ECOS DE LA TIERRA Y EL ALMA: METÁFORAS DE LA CONDICIÓN HUMANA
Por Antonio Sánchez. Director y curador de 1819 art gallery
En el entramado de formas y texturas que conforman esta colección escultórica, emerge un relato sincrético donde la humanidad y la naturaleza se funden en un acto de resistencia poética frente al olvido. Estas piezas no se presentan como entidades aisladas, sino como fragmentos de un corpus orgánico que susurra verdades ancestrales, evocando la memoria arquetípica que habita en lo profundo del inconsciente colectivo.
La presencia humana se dibuja como un eco de lo eterno, cuerpos que transitan entre la fragilidad y la fortaleza, suspendidos en un limbo donde el tiempo parece disolverse. No son figuras, sino emblemas de un viaje interior, testigos silentes de la búsqueda perpetua de significado. En sus gestos petrificados resuena la inquietud ontológica del ser, la pregunta sin respuesta que atraviesa civilizaciones y geografías. La mirada de estas esculturas se convierte en un espejo de la condición humana, recordando el pensamiento de Jean-Paul Sartre sobre la existencia como un proyecto inacabado y en constante devenir.
La naturaleza, por su parte, no se reduce a un simple telón de fondo; es un sujeto activo, un espejo cósmico que refleja la esencia mutable de la existencia. Las formas animales y orgánicas evocan la pulsación primaria de la vida, ese latido ancestral que conecta al ser humano con su génesis biológica y espiritual. En la rugosidad de las superficies, en la tensión entre lo pulido y lo crudo, se manifiesta la dialéctica entre lo efímero y lo perdurable.

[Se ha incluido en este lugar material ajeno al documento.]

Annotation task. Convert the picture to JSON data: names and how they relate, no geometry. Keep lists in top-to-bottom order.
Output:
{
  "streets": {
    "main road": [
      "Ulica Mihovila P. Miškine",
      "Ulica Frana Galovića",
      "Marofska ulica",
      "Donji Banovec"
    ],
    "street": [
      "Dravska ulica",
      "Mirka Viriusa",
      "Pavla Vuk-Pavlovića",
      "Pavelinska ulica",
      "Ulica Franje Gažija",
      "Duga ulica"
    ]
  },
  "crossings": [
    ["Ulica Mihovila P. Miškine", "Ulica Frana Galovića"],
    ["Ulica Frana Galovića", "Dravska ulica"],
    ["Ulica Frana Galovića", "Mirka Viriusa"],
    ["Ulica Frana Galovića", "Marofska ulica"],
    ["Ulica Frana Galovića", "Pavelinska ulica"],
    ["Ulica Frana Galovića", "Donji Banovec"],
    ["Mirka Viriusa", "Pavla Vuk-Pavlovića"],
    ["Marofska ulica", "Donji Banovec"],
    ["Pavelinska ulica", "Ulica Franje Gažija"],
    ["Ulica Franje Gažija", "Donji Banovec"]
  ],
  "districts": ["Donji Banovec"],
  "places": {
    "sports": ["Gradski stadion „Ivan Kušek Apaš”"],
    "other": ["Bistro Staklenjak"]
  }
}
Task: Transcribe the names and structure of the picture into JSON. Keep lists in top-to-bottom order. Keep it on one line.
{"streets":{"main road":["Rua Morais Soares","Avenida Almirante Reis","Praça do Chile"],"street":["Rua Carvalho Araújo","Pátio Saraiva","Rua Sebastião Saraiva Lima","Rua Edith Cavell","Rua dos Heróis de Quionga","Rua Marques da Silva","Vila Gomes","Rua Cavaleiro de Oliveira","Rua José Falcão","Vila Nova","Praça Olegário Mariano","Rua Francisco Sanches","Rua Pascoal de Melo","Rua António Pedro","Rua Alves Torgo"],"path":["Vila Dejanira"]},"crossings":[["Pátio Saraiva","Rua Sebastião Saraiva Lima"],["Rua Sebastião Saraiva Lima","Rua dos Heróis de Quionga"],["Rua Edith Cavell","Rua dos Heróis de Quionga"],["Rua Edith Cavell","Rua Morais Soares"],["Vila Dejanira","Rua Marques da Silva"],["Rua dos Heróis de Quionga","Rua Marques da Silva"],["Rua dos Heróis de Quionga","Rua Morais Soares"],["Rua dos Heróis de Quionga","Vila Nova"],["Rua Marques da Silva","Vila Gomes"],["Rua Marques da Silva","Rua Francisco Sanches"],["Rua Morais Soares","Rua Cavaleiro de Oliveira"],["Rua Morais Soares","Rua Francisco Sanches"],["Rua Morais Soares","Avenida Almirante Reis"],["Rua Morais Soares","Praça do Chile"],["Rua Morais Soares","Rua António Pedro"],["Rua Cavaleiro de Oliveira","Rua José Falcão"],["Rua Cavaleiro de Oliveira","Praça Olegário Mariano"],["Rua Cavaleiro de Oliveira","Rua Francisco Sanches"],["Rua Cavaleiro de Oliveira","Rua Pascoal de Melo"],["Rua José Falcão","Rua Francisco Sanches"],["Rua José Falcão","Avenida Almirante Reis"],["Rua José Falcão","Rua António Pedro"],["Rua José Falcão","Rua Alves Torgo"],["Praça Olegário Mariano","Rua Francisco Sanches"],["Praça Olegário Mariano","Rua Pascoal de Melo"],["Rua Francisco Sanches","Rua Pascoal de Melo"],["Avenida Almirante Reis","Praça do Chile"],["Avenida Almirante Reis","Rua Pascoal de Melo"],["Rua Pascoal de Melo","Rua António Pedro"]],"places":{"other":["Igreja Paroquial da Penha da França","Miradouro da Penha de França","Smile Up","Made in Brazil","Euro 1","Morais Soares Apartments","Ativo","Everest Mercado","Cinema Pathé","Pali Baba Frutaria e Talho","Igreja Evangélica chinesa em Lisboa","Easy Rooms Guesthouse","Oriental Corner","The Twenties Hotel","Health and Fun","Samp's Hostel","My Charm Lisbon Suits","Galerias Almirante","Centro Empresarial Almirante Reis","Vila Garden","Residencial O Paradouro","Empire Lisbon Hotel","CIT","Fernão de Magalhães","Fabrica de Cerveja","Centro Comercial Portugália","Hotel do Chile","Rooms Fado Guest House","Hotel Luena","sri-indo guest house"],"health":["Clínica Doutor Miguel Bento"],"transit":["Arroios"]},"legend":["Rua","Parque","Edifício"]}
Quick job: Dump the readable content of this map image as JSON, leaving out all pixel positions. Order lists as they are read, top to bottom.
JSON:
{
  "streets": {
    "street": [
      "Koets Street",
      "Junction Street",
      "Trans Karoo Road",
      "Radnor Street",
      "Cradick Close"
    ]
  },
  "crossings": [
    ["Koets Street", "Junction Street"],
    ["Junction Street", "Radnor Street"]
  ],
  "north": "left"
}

Esta tensión recuerda a la «Estética del Opuesto» de Theodor W. Adorno, donde la belleza emerge precisamente del choque entre lo perfecto y lo inacabado.
Este universo visual está tejido con una materialidad que no solo da forma, sino que también da voz. Las texturas son palimpsestos táctiles, inscripciones que narran historias de erosiones y sedimentaciones, de presencias que se afirman y ausencias que se insinúan. La pátina del tiempo se convierte en un lenguaje en sí mismo, un susurro que invita a la contemplación y al recogimiento. Este enfoque conecta con las ideas de Gaston Bachelard en «La poética del espacio», donde el acto de habitar se transforma en un ejercicio de memoria y percepción.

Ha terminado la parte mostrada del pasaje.